Analyzing the human T cell repertoire is possible thanks to sensitive techniques for its detection and characterization. Using such approaches, Mark Davis and his colleagues now find that CD4+ T cells in humans can recognize pathogens without prior exposure, owing to antigen cross-reactivity (Immunity 38, 373–383).

The researchers made peptide-MHC tetramer complexes incorporating peptides from self proteins, from various viruses or from tetanus toxin to determine the frequency of antigen-specific T cells in humans. They found CD4+ T cells capable of recognizing antigens that they had never previously encountered, and prior exposure to an antigen did not increase the frequency of T cells recognizing that antigen. Moreover, many of these pathogen-specific CD4+ T cells from unexposed individuals were phenotypically and functionally memory cells. Although the authors found similar frequencies of self peptide– or pathogen-specific CD4+ T cells in cord blood from unexposed infants compared with adults, the antigen-specific T cells in cord blood were naive, and not memory cells, which might contribute to the lesser ability of newborns to respond to infections.

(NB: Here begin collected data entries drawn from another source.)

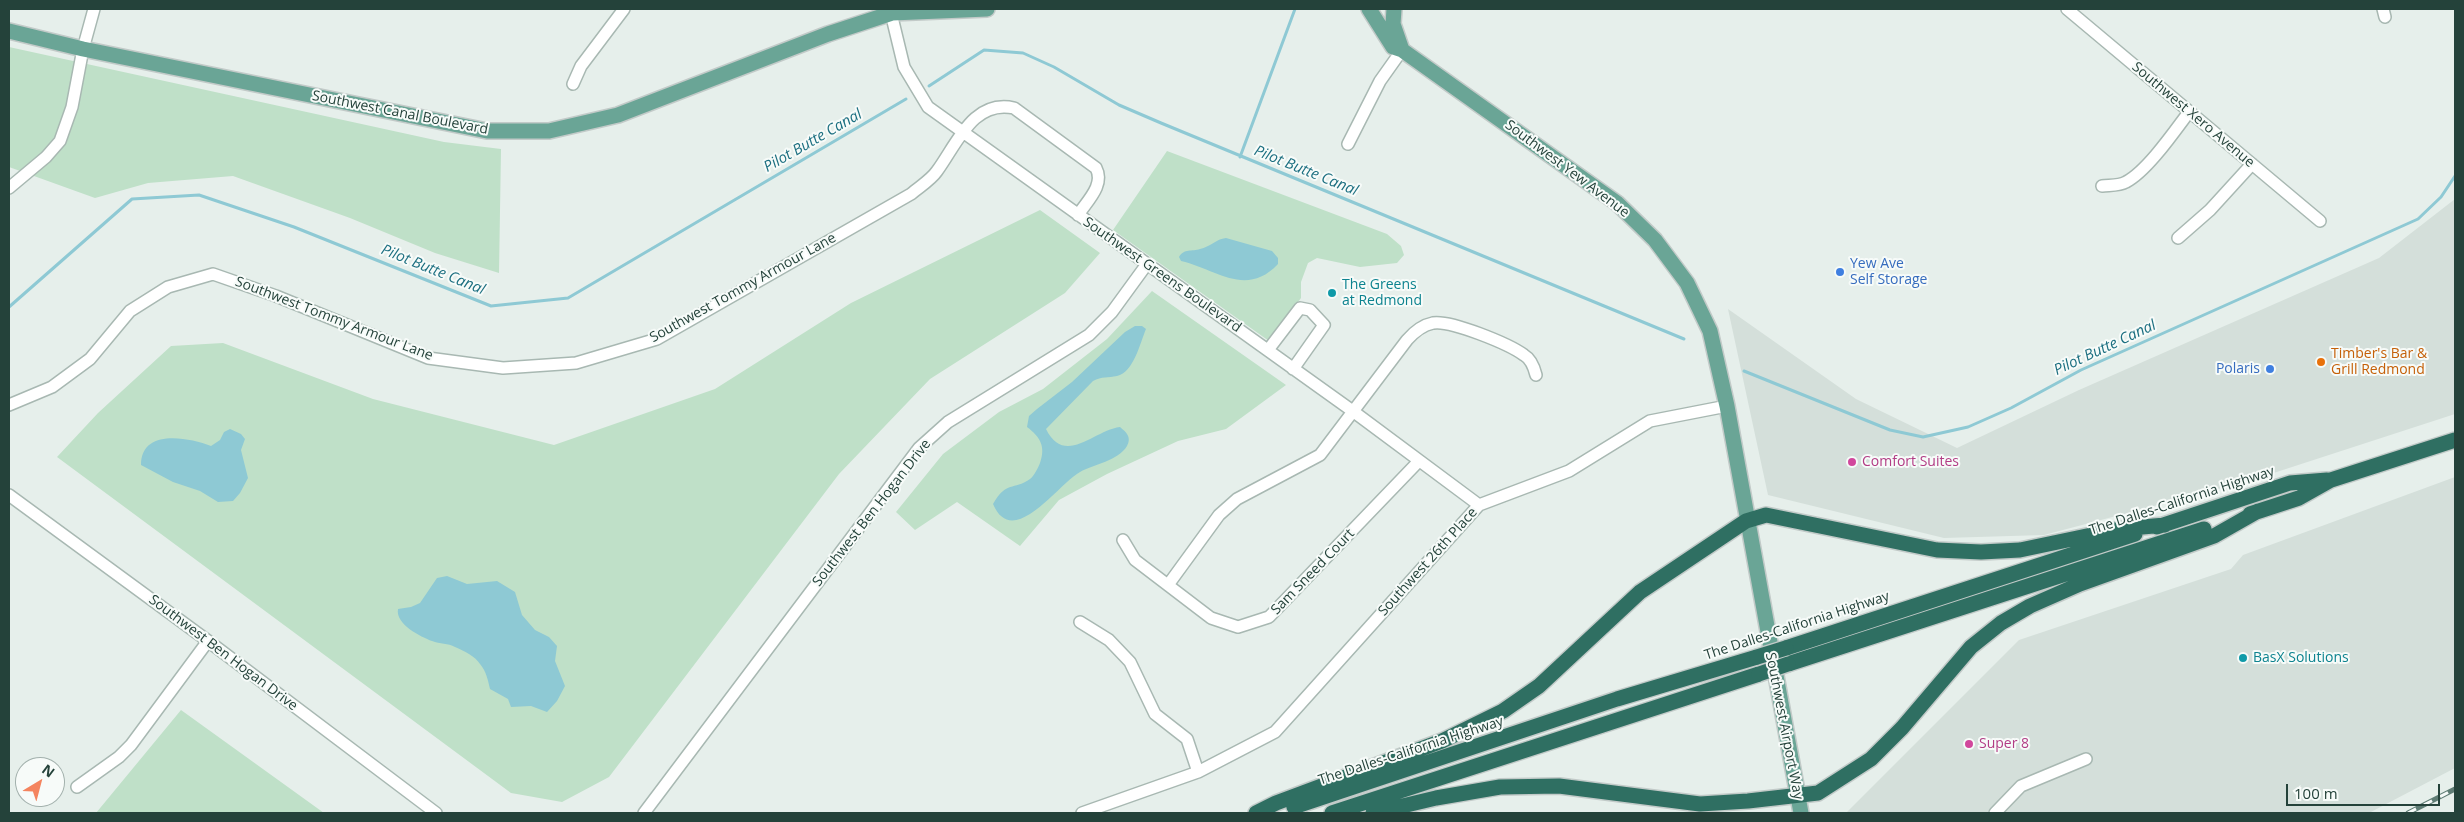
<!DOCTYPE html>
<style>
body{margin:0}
#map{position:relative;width:2464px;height:822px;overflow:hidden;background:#e6efeb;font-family:"Open Sans",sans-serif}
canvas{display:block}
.frame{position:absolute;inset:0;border:10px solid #24423a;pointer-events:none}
.north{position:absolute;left:15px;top:757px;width:50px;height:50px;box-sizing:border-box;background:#f7fbf9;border:1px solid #a3b1ad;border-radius:50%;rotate:37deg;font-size:14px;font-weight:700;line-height:20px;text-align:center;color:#24423a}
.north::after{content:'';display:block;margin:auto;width:18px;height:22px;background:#f4845f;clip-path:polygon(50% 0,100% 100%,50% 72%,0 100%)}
.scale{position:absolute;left:2286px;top:784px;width:154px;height:22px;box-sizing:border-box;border:2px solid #24423a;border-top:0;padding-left:6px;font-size:15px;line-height:18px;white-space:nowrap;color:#24423a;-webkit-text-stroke:4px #f7fbf9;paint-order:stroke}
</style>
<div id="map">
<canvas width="2464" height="822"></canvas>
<div class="frame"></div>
<div class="north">N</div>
<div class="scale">100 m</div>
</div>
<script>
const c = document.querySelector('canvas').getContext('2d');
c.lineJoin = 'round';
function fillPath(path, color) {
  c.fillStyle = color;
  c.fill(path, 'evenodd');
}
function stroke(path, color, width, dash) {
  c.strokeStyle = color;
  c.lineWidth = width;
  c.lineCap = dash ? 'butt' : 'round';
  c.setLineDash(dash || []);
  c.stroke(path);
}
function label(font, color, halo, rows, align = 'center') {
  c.font = font + ' "Open Sans",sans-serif';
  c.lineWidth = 4;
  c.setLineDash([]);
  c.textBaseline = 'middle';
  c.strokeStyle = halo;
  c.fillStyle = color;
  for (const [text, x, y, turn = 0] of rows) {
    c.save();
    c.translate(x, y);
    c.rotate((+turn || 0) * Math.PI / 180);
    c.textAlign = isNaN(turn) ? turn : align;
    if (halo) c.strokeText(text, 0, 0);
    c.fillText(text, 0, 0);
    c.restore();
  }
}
const built = new Path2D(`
 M2455,199V414L2249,481L2044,535L1944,538L1768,495L1728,309L1856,399L1957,448L2079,390L2379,258Z
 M2455,477V768L2369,813H1846L2019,640L2231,569L2243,555Z`);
const green = new Path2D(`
 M9,47L444,142L501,149L499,273L435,253L350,218L233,176L148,183L95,198L9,167Z
 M1167,151L1387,234L1401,246L1404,255L1397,263L1360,267L1317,258L1308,263L1301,282V298L1269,341L1113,230Z
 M1040,210L1100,253L1065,293L930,379L839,474L609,777L562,802L511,793L57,457L98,413L171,346L223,343L373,399L554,445L715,389L851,303Z
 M1152,291L1286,385L1226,429L1178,441L1107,474L1059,500L1020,546L957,502L915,530L896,512L943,454L999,412L1043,389L1107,339Z
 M181,710L324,813H96Z`);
const water = new Path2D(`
 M1226,238L1272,251L1278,258V264C1246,298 1216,269 1181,261L1179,257C1184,248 1192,252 1200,249C1210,247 1216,239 1226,238Z
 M1135,326H1142L1146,329C1140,343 1134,372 1117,376C1108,378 1102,376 1093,381L1046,429C1065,467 1094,430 1120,427C1126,432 1132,437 1127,446C1118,461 1094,464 1080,472C1059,483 1013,551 993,504C1007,480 1013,491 1030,479C1034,476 1038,468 1040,463C1046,446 1040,437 1027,427L1029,416L1037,409L1072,382L1125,332Z
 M230,429L241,434L245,439L241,450L248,478L240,493L233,501L218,502L200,491L173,482L141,465C141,429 187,437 211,446L220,440L224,432Z
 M447,576L467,584L497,581L515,592L522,615L535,630L549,637L557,646L555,661L565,686L557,701L547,712L531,706L511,707L508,699L490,689C488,680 486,671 480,664C475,656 464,651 455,647C448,643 440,644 432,641C421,637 395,624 398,609L411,607L420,603L437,578Z`);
const stream = new Path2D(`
 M929,86L984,50L1023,53L1054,67L1119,105L1161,123L1684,339
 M1240,157L1295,9
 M9,307L132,199L199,195L294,227L491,306L568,298L906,99
 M1744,371L1890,430L1923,437L1968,427L2011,408L2081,370L2418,219L2441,197L2455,176`);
const minor = new Path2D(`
 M890,9L904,67L928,107L1354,412L1479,505
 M2067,9L2320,221
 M2383,9L2385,17
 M573,84L581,66L624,9
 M1348,144L1380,81L1402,50
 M2102,186C2109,185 2119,186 2126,182C2147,171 2174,132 2189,112
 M9,188L46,157L60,141L72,107L83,49L94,9
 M2178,238L2210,210L2252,164
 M1268,350L1300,308L1310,310L1324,325L1293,369
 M9,405L52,387L90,359L130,311L168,287L213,274L276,296L428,358L503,368L576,363L657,339L911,194C919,187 931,180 937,171C957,144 973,99 1014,108L1096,168C1105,185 1087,201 1078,215
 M9,495L208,641L436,813
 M1123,540L1135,560L1211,618L1238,627L1269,617L1419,461
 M1168,585L1219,515L1237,499L1320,455L1407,340C1414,332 1423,325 1433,323C1451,320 1509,344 1524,355C1531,359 1534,367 1536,375
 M1080,622L1109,640L1130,662L1155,714L1187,739L1198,772L1082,813
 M1198,772L1275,732L1479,505L1569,471L1650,421L1727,406
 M77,787L119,757L131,745L208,641
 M644,813L919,448L948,422L1089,335L1112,312L1147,264
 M1995,813L2021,786L2086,759`);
const major = new Path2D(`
 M1369,9L1393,47L1402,50L1617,203L1655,240L1687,283L1710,331L1727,406L1801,813
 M1394,9L1393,24L1402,50
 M9,31L83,49L487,131H549L618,115L828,34L892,13L987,9`);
const highway = new Path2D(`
 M2250,514L2299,498L2331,480L2455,440
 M2157,527L2290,483L2327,480
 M1786,648L2135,534
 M1788,664L2204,529
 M1294,807L1617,699L1757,657
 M1256,813L1276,803L1442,741L1503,711L1539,686L1640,592L1746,521L1766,515L1937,550L1981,552L2020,550L2120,529L2165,525
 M1332,813L1759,674
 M1373,813L1436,798L1500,787L1559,786L1700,804L1748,801L1818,793L1871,759L1902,728L1971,647L2001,623L2030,606L2080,584L2214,536L2258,511`);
const rail = new Path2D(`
 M2408,813L2455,789`);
const highwayBridge = new Path2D(`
 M1757,657L1786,648
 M1759,674L1788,664`);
const markers = [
 [1840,272,5,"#3f7fe0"],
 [1332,293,5,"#0f9aa8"],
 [2321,362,5,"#e8710a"],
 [2270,369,5,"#3f7fe0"],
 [1852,462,5,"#d1479c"],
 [2243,658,5,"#0f9aa8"],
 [1969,744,5,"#d1479c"]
];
const streetNames = [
 ["Southwest Canal Boulevard",400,113,11],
 ["Southwest Xero Avenue",2193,115,40],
 ["Southwest Yew Avenue",1567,169,37],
 ["Southwest Greens Boulevard",1162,275,35],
 ["Southwest Tommy Armour Lane",743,288,-29],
 ["Southwest Tommy Armour Lane",334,319,21],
 ["The Dalles-California Highway",2182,501,-18],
 ["Southwest Ben Hogan Drive",872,513,-52],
 ["Southwest 26th Place",1428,562,-48],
 ["Sam Sneed Court",1313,572,-46],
 ["The Dalles-California Highway",1797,626,-18],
 ["Southwest Ben Hogan Drive",223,653,37],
 ["Southwest Airport Way",1784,726,79],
 ["The Dalles-California Highway",1411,751,-18]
];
const shopNames = [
 ["Yew Ave",1850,264],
 ["Self Storage",1850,280],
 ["Polaris",2260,369,"right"]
];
const cultureNames = [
 ["The Greens",1342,285],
 ["at Redmond",1342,301],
 ["BasX Solutions",2253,658]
];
const foodNames = [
 ["Timber's Bar &",2331,354],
 ["Grill Redmond",2331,370]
];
const hotelNames = [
 ["Comfort Suites",1862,462],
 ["Super 8",1979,744]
];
const waterNames = [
 ["Pilot Butte Canal",813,141,-30],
 ["Pilot Butte Canal",1306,171,22],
 ["Pilot Butte Canal",433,270,22],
 ["Pilot Butte Canal",2105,348,-25]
];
fillPath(built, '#d4dfda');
fillPath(green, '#bfe0c8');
fillPath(water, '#8ec9d4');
stroke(stream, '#8ec9d4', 3);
stroke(minor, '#a8b8b2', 14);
stroke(major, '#c2cac8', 18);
stroke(highway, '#c2cac8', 18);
stroke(minor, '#fff', 11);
stroke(major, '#6aa596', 15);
stroke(highway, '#2f6f62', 15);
stroke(rail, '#5f7d75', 5);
stroke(rail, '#f7fbf9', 3, [9]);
stroke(highwayBridge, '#c2cac8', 18, []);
stroke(highwayBridge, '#2f6f62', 15);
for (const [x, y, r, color] of markers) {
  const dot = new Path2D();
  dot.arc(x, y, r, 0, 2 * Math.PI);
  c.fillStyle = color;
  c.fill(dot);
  stroke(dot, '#f7fbf9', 2);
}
label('14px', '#24423a', '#f7fbf9', streetNames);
label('14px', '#366cbe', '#f7fbf9', shopNames, 'left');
label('14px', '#0d838f', '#f7fbf9', cultureNames, 'left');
label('14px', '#c56008', '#f7fbf9', foodNames, 'left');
label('14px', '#b23c85', '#f7fbf9', hotelNames, 'left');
label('italic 15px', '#1c6f80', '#f7fbf9', waterNames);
</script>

The researchers next looked at influenza-specific T cells from two individuals who received the seasonal influenza vaccine and showed that T cells specific for an epitope in the viral hemagglutinin also recognized peptides from other microbes, and that the vaccine expanded cross-reactive memory T cells. These findings suggest that infection or immunization with a particular microbe can elicit cross-reactive CD4+ T cells that may help protect against pathogens to which an individual has had no prior exposure, and support the idea that environmental exposure to infectious agents can boost immune responses.